An Sonntagen zwischen 7.00 und 8.00 Uhr gibt es in Ö1 eine Sendung der Religionsabteilung mit dem Titel „Erfüllte Zeit“. Wieder einmal wurde am 9. 10. 2005 deutlich, daß alle Religionen mit Sympathie betrachtet werden, nur nicht die katholische. Zuerst kam der Jugendseelsorger der Erzdiözese Wien zu Wort, der sich offensichtlich der Worte Jesu schämt, weil er unter Mission etwas ganz anderes verstanden wissen will, als in der Hl. Schrift überliefert ist. Dann wurde Adolf Holl als anerkannter Theologe und weiser Mann hochgelobt. Immerhin hat man erfahren, daß er von der bösen Kirche als Priester suspendiert und ihm die kirchliche Lehrerlaubnis entzogen wurde. Holl durfte dann auch selbst zu Wort kommen und sich dahin äußern, er würde die Messe auch dann nicht mehr lesen, wenn ihn der Papst anrufen und sich bei ihm entschuldigen würde. Der Rest war wirres Zeug. Ganz am Ende der Sendung wurde noch berichtet über ein Zusammentreffen zwischen evangelischen Christinnen und Musliminnen. Und dabei ist so eine Christin zu Wort gekommen und äußerte, sie habe große Hochachtung vor einer Dame, die früher katholisch war und nun Muslimin ist.

Weiters ist mir ein Artikel in der Kronenzeitung aufgefallen. Und zwar ein Bericht über die Uraufführung eines Stückes von Franzobel „Wir wollen den Messias“. Wenn man weiß, daß dieser Unsinn mit unser aller Steuergelder subventioniert wird, dann sollte uns eigentlich interessieren, wie so etwas unter einer vom „christlichen Lager“ geführten Regierung möglich ist. Nun das Zitat (Kronenzeitung, Montag, 10. Oktober 2005, Seite 28/29):

Achtung! Enthält Berichte über verstörende und blasphemische Ereignisse

„Jesus, fett, süchtig nach Pornos und ein Waffennarr, erwischt die Erleuchtung prompt beim Koitus: Burg-Debütant Joachim Meyerhoff mutiert vom ausgestopften Ekel zum Heiland-Porträt aus dem Gebetbuch, entstiegen einem Nazarener-Bild.

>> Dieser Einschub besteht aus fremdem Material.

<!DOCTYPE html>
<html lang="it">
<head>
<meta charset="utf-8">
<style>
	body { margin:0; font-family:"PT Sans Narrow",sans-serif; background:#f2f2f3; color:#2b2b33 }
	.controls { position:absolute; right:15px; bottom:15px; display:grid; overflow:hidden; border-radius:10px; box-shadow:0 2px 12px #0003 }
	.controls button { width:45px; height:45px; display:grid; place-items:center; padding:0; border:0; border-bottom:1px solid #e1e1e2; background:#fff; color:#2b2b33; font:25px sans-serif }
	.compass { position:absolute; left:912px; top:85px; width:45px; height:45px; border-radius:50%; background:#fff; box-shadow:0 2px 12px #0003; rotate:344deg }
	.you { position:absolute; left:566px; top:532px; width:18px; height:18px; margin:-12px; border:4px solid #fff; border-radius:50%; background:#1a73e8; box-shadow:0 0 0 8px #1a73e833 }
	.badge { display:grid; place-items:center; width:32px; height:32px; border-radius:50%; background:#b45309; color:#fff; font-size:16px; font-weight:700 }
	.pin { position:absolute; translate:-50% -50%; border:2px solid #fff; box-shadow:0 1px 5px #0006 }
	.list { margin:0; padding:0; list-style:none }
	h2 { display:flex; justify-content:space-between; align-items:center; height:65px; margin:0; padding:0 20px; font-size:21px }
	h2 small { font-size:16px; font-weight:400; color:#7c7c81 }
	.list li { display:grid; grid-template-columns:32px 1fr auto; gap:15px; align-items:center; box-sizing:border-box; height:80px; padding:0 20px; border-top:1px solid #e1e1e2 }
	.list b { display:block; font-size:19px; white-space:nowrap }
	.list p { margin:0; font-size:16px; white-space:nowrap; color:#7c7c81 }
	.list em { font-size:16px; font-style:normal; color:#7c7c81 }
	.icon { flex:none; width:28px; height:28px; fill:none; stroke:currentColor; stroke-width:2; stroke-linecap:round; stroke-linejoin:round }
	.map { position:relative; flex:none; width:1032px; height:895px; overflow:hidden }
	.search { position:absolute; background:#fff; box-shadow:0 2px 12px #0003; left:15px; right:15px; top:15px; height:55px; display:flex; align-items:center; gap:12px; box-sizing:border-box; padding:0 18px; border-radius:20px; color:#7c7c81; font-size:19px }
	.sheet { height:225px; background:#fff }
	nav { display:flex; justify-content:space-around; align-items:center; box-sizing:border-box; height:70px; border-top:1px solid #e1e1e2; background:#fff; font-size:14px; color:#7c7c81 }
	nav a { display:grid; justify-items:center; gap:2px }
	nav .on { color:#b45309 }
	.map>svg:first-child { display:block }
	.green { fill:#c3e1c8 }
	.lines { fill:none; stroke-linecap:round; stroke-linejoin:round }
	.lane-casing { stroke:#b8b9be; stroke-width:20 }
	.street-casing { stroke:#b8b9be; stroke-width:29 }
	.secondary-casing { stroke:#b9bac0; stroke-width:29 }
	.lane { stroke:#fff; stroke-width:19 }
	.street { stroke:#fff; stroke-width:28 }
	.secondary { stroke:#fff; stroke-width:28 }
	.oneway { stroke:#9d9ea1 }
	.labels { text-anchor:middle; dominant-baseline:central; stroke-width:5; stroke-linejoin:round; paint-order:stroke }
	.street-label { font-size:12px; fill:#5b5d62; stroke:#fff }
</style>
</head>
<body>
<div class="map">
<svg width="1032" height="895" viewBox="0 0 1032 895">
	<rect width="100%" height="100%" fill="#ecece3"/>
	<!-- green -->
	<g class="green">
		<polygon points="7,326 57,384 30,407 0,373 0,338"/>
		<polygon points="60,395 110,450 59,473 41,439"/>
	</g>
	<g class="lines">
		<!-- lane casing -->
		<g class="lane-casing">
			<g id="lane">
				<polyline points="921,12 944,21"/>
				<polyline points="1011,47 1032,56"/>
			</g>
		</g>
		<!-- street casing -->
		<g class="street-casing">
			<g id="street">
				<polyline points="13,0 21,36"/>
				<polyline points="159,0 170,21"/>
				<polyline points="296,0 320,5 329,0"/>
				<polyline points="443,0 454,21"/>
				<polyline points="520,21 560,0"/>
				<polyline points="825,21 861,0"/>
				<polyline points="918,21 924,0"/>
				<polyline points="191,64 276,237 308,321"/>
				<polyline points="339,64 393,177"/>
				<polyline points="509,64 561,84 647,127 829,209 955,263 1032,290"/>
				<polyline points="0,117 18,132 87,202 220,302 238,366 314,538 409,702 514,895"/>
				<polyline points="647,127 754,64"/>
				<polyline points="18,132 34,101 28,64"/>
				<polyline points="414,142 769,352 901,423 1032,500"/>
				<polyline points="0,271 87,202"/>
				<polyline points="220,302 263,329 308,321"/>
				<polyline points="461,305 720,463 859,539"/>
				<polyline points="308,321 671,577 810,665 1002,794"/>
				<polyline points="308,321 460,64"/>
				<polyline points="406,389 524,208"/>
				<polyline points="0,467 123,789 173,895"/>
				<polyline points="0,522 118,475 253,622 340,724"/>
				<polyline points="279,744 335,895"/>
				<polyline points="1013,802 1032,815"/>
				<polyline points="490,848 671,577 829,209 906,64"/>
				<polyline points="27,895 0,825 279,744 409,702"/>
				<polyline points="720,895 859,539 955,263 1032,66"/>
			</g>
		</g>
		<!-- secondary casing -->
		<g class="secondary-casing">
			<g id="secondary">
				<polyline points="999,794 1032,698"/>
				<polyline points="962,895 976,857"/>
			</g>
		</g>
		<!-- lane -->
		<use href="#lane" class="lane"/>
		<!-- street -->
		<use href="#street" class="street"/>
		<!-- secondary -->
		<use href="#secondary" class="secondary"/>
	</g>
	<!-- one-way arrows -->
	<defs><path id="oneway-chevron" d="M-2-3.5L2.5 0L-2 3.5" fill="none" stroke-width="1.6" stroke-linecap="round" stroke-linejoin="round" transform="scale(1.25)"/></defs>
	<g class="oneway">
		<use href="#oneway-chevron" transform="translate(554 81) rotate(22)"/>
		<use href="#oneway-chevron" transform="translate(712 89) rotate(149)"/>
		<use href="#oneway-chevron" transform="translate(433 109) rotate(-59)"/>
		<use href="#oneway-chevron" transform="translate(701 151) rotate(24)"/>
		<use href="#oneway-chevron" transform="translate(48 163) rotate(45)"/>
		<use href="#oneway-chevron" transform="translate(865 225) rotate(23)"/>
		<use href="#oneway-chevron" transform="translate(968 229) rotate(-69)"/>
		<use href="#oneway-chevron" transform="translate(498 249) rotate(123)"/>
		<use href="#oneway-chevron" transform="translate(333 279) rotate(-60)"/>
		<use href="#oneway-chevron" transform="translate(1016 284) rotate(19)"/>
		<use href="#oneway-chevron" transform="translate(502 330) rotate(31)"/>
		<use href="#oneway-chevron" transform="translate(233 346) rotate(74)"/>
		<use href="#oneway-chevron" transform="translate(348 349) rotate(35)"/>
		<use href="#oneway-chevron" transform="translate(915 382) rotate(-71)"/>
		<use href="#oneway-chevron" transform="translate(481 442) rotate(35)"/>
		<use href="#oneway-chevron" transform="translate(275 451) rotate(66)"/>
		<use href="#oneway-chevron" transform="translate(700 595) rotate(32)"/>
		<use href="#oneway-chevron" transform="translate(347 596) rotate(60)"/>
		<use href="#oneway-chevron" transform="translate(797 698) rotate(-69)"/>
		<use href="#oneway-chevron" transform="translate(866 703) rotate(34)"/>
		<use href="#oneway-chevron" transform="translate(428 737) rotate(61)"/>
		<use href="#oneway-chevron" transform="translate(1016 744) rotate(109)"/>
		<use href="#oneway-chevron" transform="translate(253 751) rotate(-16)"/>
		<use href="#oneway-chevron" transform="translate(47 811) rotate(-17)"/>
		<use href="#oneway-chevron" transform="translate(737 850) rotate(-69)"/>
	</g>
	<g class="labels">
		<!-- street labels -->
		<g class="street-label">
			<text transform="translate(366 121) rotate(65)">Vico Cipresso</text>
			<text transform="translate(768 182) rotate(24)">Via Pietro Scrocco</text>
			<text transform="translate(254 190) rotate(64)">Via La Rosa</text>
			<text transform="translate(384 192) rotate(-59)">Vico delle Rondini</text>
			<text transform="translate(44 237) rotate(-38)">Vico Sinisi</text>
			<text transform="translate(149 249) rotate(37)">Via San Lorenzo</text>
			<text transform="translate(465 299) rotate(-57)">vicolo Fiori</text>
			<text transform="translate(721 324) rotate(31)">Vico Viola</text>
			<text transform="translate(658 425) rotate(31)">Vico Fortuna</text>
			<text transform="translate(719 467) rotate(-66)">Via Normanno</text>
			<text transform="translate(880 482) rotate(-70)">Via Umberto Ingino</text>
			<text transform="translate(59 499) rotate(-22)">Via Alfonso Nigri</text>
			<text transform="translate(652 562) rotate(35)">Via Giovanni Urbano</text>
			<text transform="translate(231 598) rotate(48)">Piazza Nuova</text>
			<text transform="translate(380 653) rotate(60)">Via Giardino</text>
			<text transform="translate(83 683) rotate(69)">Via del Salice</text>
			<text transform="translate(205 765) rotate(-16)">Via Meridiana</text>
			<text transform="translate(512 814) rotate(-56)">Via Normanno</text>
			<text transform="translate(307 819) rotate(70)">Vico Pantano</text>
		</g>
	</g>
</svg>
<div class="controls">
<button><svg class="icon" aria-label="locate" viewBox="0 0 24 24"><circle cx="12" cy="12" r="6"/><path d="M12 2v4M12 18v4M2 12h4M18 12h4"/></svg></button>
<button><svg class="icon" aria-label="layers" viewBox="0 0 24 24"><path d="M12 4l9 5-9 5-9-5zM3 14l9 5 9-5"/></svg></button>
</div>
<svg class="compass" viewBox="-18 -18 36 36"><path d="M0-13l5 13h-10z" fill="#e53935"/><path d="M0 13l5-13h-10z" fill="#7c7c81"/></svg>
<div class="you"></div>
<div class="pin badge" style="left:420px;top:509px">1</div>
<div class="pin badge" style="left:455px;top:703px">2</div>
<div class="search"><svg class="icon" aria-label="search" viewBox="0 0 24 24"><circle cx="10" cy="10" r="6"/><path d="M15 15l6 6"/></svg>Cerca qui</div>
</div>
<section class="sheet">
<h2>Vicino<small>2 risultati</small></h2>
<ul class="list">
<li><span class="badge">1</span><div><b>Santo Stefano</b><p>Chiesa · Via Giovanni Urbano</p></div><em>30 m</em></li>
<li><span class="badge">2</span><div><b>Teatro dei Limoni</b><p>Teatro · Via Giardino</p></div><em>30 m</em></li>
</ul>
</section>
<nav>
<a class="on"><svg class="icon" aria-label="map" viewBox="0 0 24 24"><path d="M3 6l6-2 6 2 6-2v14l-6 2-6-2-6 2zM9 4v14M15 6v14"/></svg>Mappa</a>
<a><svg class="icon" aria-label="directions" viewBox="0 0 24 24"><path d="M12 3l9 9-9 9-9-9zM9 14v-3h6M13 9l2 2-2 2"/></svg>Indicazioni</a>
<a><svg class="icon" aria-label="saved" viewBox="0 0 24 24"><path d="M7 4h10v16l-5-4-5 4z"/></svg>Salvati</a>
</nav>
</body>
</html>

Erlösung predigt er, Widerstand gegen ‚Bananen‘, Globalisierung, Weltarmut, Reformstau… Als Klein Jesus endet er dort, wo sein Namensvetter endete: in Beiers Slapstick-Version nagelt er sich selbst ans Kreuz, zum ‚Dies irae‘ aus Verdis ‚Messa da Requiem‘.“

Meiner Meinung nach ist in der Öffentlichkeit gar nicht wahrnehmbar, daß es noch katholische Christen in diesem Land gibt, die ihren Glauben ernst nehmen. Das „christliche Lager“ ist eine Sage, die besonders in Wahlzeiten gerne erzählt wird.